Julie didn’t say anything. Then she said, “I guess that’s what I’ve been wanting to do.”

I grabbed our headlamps out of our truck and handed one to Delores. We kept Julie between us as we walked out toward Speed. The meadow grass had bent over in the first frosts, and now it rested in hummocks and burls. Julie took her time. Once she put her hand on my arm for balance, and afterward I kept my arm out for her to use.

Speed looked up when we reached him, but he had settled into a good round of eating and hardly bothered with us. Julie left the space between us and spent a few minutes petting him. She ran her hands along his back, then down his sides. She combed his mane lightly with her fingers.
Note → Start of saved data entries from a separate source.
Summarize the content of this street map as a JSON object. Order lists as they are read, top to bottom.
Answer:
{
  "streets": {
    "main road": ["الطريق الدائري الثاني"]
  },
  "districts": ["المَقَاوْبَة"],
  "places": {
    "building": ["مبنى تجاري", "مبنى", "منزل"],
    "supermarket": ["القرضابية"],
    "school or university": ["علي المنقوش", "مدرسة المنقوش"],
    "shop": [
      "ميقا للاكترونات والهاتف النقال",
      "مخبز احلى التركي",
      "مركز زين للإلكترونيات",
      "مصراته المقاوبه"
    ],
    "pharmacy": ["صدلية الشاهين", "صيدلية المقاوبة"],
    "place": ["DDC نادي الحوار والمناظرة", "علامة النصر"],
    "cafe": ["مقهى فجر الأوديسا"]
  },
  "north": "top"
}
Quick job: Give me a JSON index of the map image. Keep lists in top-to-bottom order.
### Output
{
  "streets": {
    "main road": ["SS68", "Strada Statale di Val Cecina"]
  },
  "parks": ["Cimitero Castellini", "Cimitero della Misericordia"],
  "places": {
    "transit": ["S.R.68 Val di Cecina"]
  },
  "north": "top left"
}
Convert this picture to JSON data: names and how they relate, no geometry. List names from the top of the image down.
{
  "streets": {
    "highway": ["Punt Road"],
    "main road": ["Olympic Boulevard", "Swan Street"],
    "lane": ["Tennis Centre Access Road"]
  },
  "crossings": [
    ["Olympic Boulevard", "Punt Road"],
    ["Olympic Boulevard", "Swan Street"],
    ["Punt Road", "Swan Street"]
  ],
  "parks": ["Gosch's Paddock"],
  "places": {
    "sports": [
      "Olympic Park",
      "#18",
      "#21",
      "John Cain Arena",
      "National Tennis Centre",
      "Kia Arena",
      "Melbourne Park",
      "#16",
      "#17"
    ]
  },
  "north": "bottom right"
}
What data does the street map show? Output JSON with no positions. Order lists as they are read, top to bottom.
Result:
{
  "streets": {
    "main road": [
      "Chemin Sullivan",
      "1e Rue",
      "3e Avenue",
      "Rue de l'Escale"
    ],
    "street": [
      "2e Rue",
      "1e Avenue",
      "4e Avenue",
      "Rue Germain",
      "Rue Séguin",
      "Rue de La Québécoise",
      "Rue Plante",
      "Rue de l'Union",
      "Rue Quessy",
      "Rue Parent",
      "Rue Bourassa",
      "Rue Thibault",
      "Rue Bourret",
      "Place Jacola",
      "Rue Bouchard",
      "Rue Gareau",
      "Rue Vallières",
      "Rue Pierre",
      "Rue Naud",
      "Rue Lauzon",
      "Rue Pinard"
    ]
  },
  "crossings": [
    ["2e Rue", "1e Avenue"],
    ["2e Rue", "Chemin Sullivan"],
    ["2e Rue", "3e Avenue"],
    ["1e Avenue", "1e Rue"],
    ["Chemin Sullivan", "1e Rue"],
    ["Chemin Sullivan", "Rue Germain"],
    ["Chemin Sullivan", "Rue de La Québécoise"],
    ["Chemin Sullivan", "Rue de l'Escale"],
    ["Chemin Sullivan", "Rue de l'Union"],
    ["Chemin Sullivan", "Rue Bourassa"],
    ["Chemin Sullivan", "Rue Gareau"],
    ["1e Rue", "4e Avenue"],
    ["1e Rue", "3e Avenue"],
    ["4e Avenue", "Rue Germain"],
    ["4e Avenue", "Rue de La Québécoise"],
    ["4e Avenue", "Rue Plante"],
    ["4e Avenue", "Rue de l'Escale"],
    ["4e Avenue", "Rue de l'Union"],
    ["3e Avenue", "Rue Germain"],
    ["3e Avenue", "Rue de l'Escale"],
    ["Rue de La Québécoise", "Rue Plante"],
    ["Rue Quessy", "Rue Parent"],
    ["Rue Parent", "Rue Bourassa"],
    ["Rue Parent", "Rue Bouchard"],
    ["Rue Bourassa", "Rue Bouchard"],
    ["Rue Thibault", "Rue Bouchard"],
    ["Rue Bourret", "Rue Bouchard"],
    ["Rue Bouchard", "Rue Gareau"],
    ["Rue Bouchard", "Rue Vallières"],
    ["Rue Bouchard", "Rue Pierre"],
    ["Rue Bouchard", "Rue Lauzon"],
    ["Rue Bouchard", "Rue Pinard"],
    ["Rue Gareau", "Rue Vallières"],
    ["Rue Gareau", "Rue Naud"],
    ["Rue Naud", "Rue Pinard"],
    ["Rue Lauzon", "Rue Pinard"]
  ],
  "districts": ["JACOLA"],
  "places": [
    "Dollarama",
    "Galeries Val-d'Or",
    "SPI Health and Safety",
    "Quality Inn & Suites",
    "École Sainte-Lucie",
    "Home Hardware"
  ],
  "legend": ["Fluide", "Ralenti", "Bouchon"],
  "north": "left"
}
“I love every last thing about a horse,” she said quietly. “I always have.”

“You want to climb up?” Delores asked. “It’s no problem.”

“Oh, I don’t know,” she said. “Maybe this is enough.”

“We’ll give you a hand up,” I said. “He won’t mind, and he won’t go anywhere. He’s happy to eat.”

“How old is he?” Julie asked, her hands petting him over and over.

“We don’t know, really,” I said. “He was a pony-ride horse in Massachusetts. The vet who worked on the other horses in the stable took a guess and said over twenty, but he couldn’t pin it down much more than that. Might be close to thirty.”

“He was probably a handsome boy in his day,” she said.

“He’s a good horse,” I said, and felt my eyes tearing.

“Put me on him,” Julie said. “Please.”

So we did. Delores stood on one side and I stood on the other and we gave her a hand up. She hung across Speed for a second, and we had to help move her legs around so she could straddle him. Speed lifted his head. She grabbed his mane and sat still for a second.